It would seem that on this particular Sunday the Church would tell us all about the inner workings of the Blessed Trinity. Today would be the prime time for answering such questions as:
- How can one God be three Persons, and three Persons be one God?
- Why three Persons instead of three forces, or three ideas, or three concepts?
- Why only three instead of four, or six or a dozen?
- How does the Trinity work together? Does the Father have veto power?
- How does Jesus’ humanity fit into the Trinity?
- Why didn’t the Father and the Holy Spirit become flesh like the Son and dwell among us?
The doctrine of the Trinity describes the unique ways that we experience God’s presence in our lives. It is a confusing doctrine, even for adults, because it seems to imply three gods who are yet One God. When we speak of the mystery of creator and creation, we can only apprehend that mystery by analogy, poetry, and symbolic language. What we
describe with the doctrine of the Trinity is an experience of God.
First, we know God through His creation and through our own creative acts. When we make something, whether it be a piece of furniture or a special meal, we are in touch with God as we shape something into a different form. The intense fulfillment of childbirth is another example of creative time. When we are creative, we feel whole and fulfilled. God is creating through us, and we have a sense of being an instrument for the Divine. We call this way of experiencing God “Father”.
Secondly, we know God in the sense expressed in 1 John 4:16 “God is love, and He who abides in love abides in God, and God abides in him.” God is as close to us as the healing love that is shared among His people. It was Jesus who proclaimed this reality by the power of love He showed in His life, death, and resurrection. Using the metaphors of
biblical language, we could say that we “meet Christ” in the acts of love and healing. We know God through the “flesh and blood” of His presence in our lives and through the power of love that leads us into deeper life. We call this way of experiencing and knowing God “Son”, since Jesus is called the Son of God.
Finally, we feel the spirit and are “turned on” to God’s power.
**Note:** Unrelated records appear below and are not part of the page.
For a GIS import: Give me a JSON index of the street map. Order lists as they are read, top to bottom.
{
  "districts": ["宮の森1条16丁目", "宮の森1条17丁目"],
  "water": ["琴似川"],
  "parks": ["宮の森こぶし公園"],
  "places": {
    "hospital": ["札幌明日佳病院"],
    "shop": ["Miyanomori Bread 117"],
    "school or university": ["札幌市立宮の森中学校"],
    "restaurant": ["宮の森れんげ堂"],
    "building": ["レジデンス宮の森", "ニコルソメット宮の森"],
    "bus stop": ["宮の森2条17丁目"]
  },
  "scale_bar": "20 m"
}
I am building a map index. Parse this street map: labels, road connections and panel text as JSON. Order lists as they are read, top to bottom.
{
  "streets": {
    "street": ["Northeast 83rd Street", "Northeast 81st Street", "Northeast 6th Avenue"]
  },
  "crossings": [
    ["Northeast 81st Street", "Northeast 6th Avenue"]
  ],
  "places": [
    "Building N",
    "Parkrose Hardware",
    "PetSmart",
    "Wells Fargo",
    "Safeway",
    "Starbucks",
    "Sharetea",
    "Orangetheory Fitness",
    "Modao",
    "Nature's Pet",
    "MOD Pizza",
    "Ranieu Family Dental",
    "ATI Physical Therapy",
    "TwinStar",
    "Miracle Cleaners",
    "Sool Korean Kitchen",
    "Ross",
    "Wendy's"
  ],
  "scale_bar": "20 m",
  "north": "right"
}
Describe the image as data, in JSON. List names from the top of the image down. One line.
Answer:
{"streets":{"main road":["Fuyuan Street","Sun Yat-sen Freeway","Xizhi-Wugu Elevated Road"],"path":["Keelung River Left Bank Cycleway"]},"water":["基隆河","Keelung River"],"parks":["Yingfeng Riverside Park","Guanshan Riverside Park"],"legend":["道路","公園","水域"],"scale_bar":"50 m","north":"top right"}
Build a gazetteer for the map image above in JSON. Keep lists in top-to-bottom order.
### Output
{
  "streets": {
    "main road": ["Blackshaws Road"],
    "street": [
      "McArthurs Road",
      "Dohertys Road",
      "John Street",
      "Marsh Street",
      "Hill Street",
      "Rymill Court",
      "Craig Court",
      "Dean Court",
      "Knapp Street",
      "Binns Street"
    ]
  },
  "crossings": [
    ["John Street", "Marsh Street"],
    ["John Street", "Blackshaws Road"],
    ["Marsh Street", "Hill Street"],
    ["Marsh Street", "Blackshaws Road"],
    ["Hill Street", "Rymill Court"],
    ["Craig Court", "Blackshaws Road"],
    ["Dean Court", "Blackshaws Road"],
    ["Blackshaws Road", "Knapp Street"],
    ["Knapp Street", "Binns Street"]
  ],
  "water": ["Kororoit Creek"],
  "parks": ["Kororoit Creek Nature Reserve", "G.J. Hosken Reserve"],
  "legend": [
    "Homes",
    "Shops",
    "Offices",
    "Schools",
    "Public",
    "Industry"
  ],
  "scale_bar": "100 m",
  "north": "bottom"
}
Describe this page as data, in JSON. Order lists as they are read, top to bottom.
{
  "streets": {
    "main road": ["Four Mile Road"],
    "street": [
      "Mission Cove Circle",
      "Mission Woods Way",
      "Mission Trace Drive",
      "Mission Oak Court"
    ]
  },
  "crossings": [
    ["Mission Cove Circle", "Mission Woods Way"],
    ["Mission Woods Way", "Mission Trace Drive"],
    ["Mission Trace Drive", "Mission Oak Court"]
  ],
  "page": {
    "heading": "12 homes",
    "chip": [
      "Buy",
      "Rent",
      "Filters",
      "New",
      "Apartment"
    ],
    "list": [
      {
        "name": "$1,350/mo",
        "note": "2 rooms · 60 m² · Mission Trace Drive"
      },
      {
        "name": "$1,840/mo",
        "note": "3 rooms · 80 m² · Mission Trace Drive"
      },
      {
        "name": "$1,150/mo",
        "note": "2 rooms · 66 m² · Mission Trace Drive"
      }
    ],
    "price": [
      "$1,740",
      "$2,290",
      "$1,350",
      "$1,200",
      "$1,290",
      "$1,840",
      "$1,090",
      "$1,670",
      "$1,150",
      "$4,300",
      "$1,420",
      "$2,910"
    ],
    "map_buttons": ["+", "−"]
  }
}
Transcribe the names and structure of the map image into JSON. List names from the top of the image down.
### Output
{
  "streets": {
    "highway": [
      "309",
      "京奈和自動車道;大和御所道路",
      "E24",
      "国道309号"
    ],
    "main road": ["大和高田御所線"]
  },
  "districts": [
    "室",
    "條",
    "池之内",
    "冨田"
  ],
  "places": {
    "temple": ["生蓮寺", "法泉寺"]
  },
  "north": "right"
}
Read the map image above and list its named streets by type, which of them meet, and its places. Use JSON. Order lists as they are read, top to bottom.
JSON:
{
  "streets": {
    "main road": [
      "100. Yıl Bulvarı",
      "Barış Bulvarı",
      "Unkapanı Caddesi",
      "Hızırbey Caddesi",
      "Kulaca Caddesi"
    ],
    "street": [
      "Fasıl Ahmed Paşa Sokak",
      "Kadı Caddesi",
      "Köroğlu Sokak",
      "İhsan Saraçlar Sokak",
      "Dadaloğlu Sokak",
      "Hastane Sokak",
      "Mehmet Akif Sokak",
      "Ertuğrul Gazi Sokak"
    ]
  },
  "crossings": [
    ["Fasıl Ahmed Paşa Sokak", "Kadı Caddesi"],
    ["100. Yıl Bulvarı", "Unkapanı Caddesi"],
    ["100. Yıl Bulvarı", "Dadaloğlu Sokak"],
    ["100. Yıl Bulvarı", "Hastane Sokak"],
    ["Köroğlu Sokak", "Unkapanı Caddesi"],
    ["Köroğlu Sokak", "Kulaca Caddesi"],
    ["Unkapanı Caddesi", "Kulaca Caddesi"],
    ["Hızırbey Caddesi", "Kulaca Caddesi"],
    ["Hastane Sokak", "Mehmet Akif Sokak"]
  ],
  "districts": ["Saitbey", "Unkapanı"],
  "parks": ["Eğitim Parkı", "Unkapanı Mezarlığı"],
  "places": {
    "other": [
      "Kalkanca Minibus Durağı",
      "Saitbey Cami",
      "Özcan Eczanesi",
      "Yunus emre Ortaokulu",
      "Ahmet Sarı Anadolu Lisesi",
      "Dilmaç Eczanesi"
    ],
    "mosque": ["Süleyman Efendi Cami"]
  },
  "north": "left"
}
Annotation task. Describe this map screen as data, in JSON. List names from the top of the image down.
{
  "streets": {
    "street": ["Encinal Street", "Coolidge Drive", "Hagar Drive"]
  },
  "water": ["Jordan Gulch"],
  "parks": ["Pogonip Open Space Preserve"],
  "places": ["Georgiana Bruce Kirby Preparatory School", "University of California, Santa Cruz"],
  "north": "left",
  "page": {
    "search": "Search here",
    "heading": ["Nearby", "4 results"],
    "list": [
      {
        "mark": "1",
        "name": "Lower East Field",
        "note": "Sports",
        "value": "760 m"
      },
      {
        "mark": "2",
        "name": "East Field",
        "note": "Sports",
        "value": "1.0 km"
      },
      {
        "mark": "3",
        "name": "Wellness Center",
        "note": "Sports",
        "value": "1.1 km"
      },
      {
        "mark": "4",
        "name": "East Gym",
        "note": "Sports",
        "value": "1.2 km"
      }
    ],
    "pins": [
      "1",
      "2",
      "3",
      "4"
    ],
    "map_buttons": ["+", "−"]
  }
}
We know God through the inspiration that comes to us. Our secular use of the word “spirit” describes very well the experiences of God we feel through spiritedness and inspiration. When I say that certain words “came to me” in a moment of crisis, I feel I am describing the experience of receiving inspiration. As Christians we simply add the word “Holy” to the everyday word “Spirit” to define the spirited way of knowing God in our lives. Thus we can say that we know God as Father, Son, and Holy Spirit.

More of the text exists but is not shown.